32. La maglietta

750 55 10
                                    

Ollie

Il pick up era fermo sul ciglio della strada.

Oltre la recinzione elegantemente rivestita da una siepe che sembrava essere stata disegnata con il righello, si ergeva una casa che avrebbe potuto essere la casa vacanze di una qualsiasi star hollywoodiana.

«Devo prenderla». Affermò risoluta Emma prima di voltarsi verso di me, distogliendo così lo sguardo dalla finestra della sua camera.

Eravamo seduti sui sedili del pick up da circa dieci minuti a discutere di quella maledetta maglietta.

«Me l'ha portata papà dal concerto dei Coldplay a cui andò anni fa. Mi aveva regalato il biglietto per il compleanno ma mia mamma mi vietò di andarci e, così, lui ci andò con Tamara. Fu definito il concerto più grande che abbiano mai fatto, A head full of dreams, a Los Angeles. E io ora devo assolutamente indossarla. Salirò su per la rampicante. Ci metterò pochissimo».

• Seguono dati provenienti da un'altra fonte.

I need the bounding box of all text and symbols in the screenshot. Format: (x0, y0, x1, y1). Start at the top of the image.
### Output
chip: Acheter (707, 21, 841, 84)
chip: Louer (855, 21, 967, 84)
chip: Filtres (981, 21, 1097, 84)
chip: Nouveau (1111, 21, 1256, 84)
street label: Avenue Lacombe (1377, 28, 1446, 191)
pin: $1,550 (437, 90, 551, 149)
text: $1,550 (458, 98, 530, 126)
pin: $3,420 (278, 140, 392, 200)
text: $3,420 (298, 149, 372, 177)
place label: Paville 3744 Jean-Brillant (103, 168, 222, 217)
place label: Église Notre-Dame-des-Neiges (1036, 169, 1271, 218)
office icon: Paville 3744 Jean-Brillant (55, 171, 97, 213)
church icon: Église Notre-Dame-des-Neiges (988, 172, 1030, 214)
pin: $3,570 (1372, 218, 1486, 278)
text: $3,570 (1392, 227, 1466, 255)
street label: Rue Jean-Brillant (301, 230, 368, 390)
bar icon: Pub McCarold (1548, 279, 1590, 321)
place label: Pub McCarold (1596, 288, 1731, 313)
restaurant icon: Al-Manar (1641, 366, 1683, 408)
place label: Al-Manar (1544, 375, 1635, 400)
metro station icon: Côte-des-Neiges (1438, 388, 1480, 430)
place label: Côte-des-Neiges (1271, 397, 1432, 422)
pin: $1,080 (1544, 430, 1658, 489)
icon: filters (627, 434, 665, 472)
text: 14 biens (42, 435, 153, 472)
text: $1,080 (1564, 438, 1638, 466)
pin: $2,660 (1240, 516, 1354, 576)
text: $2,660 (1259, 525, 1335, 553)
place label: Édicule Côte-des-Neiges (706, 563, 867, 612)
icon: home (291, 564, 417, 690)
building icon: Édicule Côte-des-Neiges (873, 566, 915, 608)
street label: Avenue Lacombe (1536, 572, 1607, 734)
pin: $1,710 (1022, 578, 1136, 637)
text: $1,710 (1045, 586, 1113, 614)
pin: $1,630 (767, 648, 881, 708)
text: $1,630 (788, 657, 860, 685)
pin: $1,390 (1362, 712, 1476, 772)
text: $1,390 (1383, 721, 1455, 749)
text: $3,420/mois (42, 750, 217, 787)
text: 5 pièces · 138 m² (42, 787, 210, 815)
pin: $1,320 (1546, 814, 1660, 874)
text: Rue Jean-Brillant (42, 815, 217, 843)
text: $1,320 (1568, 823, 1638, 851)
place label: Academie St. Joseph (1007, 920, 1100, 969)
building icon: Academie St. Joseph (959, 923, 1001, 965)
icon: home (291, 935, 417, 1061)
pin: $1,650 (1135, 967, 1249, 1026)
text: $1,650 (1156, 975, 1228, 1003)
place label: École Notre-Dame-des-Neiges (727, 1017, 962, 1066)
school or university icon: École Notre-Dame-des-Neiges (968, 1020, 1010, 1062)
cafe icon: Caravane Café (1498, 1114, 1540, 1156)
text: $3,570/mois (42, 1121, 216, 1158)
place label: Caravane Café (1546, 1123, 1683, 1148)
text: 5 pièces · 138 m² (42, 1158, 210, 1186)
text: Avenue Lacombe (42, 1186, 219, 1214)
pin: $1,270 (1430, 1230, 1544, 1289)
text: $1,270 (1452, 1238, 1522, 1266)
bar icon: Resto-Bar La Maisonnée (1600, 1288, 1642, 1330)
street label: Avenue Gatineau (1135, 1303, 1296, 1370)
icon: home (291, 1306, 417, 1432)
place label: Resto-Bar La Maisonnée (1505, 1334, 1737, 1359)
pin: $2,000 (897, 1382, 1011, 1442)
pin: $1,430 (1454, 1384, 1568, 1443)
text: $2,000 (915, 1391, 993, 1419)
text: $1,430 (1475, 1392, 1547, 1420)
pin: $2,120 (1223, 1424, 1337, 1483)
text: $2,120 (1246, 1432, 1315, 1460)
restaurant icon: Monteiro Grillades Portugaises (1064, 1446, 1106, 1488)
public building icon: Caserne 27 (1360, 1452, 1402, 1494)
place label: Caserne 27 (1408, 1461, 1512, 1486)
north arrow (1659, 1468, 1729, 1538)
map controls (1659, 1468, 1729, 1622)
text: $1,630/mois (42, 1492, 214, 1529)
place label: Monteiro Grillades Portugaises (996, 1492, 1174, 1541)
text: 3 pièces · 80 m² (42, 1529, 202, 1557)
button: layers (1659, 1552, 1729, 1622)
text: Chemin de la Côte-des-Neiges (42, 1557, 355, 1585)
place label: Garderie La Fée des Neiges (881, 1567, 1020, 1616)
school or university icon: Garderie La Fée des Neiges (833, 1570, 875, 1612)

«La stessa rampicante da cui sei scesa quando ti sei presentata a casa mia con le braccia insanguinate?». Le domandai esasperato.

Emma annuì. «Sì, proprio quella. Da piccola, facevo finta di essere Giulietta che aspettava il suo Romeo affacciata al balcone, anche se è una finestra. Ovviamente il Romeo interpretato dal Leonardo Di Caprio degli anni novanta perché, cavolo, quanto era figo in quel film? Adoro quel film... ma nessuno è mai salito». Sbuffò un sospiro malinconico prima di tornare con lo sguardo fisso sul vetro abbassato del finestrino.

«Pensavo fossi amante degli horror». Notai sarcastico.

«Quelli li guardo per allentare la tensione». Mi spiegò scrollando le spalle.

«Vado io».

La mia proposta la fece voltare nuovamente verso di me. «Cosa? Ma non sai neanche dove sta! Non penso sia una buona idea».

«Non è una buona idea neanche che tu venga al concerto sanguinante».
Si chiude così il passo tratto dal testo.